The chalk signatures in this room teach a history lesson. The date 1950 has been scribbled after more than a few. Father promises that there are older ones, but we don’t see any. “Brother,” “Sister” and “Mother So-and-So” appear a few times, but not as often as you would think. Couples from the last four decades have signed: “Mary and Edward,” “Betty and Ronald,” “Jim and Christie.” I wonder whether they were married, college sweethearts, high schoolers? Who brought them here? What was the occasion? Are they people we know?
My husband, Brian, writes and dates his name on the wall. I follow suit.
“Come on, honey,” he says, “write thicker. This is for the ages.”
I do, then draw a heart and a cross next to us. Meanwhile, Father has unlocked the exit. We move out onto the roof.
Walker Percy once wrote, “If [a person] sees a movie which shows his very neighborhood, it becomes possible for him to live, for a time at least, as a person who is Somewhere and not Anywhere.” Seeing the neighborhood from a height—in miniature, as it were—has the same effect. Most of our group graduated from Saint Louis University; from here we could hold the campus in two cupped hands. There stands the Coronado, where so many people we know lived, just the size for a model-train layout. In the other direction, lamps and signs in the Central West End glimmer through the trees and the twilight.
All of midtown St. Louis appears transfigured: no longer a collection of disparate neighborhoods, an atmosphere that we swim in like a river, but a unified thing with a life of its own. We are out in the air; we can watch the surface glisten. Distance is a refresher course. It enables us to create a summary of all the reasons that we love what we love.

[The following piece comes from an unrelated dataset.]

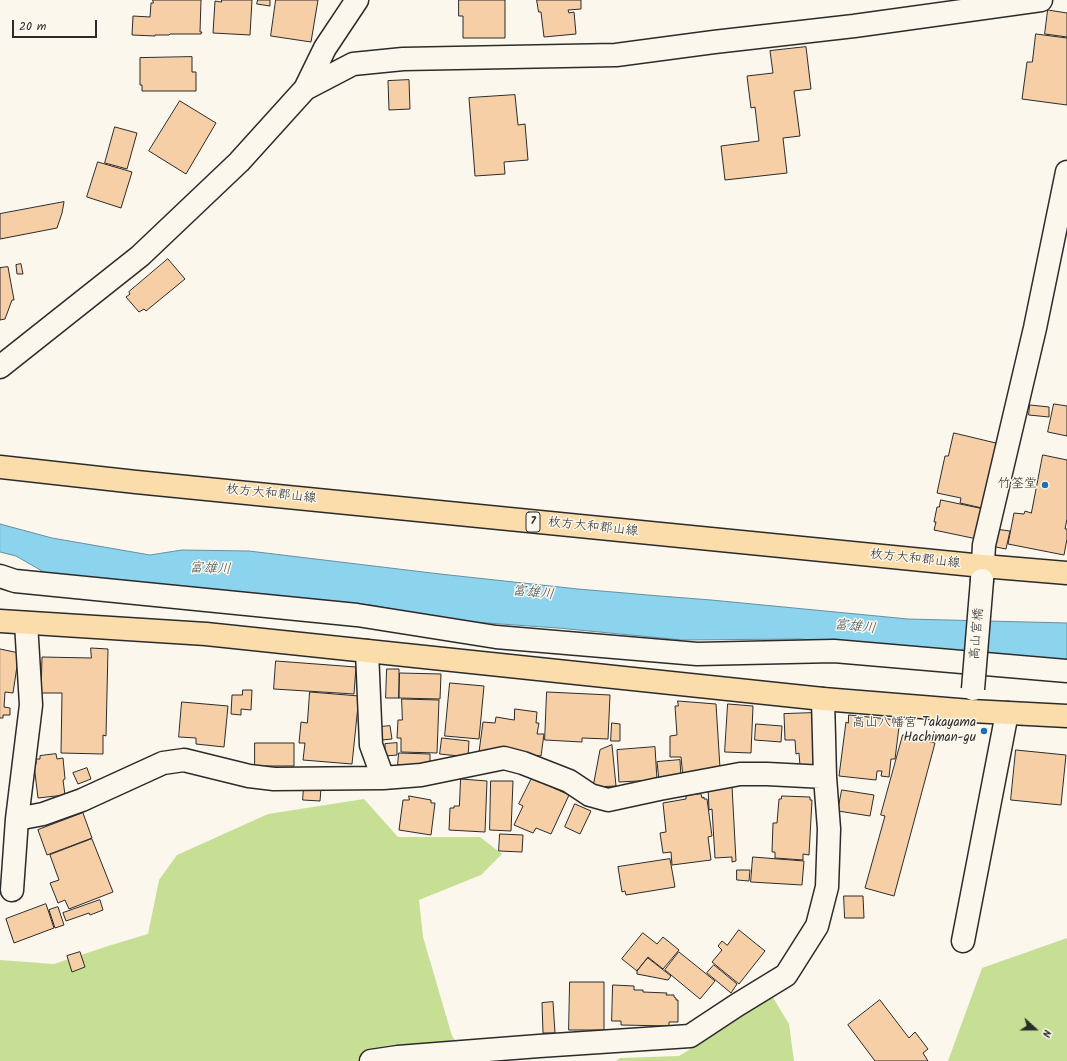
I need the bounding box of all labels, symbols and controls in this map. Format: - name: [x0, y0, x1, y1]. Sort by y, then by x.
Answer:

One after another, everyone tries to see the view. The wide balcony around the dome seems less sturdy than it is. We explore the roof and meet the cathedral’s three bells, each of which has been baptized with its own name.
Father leads us around to the east side of the roof and opens the gray door that leads to the final ascent.
“It’s going to get pretty stuffy,” he warns.
Seconds later, the stifling attic air envelops us. The odor is musty and thick. I can’t identify it until I sneeze and remember a Saturday morning spent volunteering at a turn-of-the-century house. The “new” cathedral, after all, is nearly 100 years old and can hardly help smelling that way in its secret passageways.
Dust—the grimy sort that you think can’t possibly exist except in horror movies about old houses—coats the walls, the floor; I see it clinging to the ceiling. I bump into a stained-glass window that is uninstalled, propped against the stairway on its edge. It’s a tall arch filled with bottle-green circles, like the windows on the transepts and the balconies.
When I ask about the window, Father says, “There are lots of those. They were originally going to be used, but they ended up not being, for some reason. We’ve tried several times to sell them or auction them off, but nobody wants them.”
He sweeps into a dim curved hallway where a ladder leads to a window.
“This is one of the 1912 wooden ladders,” he explains. “You don’t have to climb it, but if you don’t, you miss one of the best parts.”
Gingerly, with Brian holding the bottom rung for me, I ascend and peer dizzily down the 143-foot-high light hole, down to the spot where Father joked about dropping Richard. The green stone number is now about the size of a pencil eraser. The pews line up like Lincoln Logs; golden chinks gleam in the mosaic tiles. Air rushes toward my face, cool and still. I can read the inscriptions all around the ceiling: names of apostles, words of the Gospel on books held by doctors of the church.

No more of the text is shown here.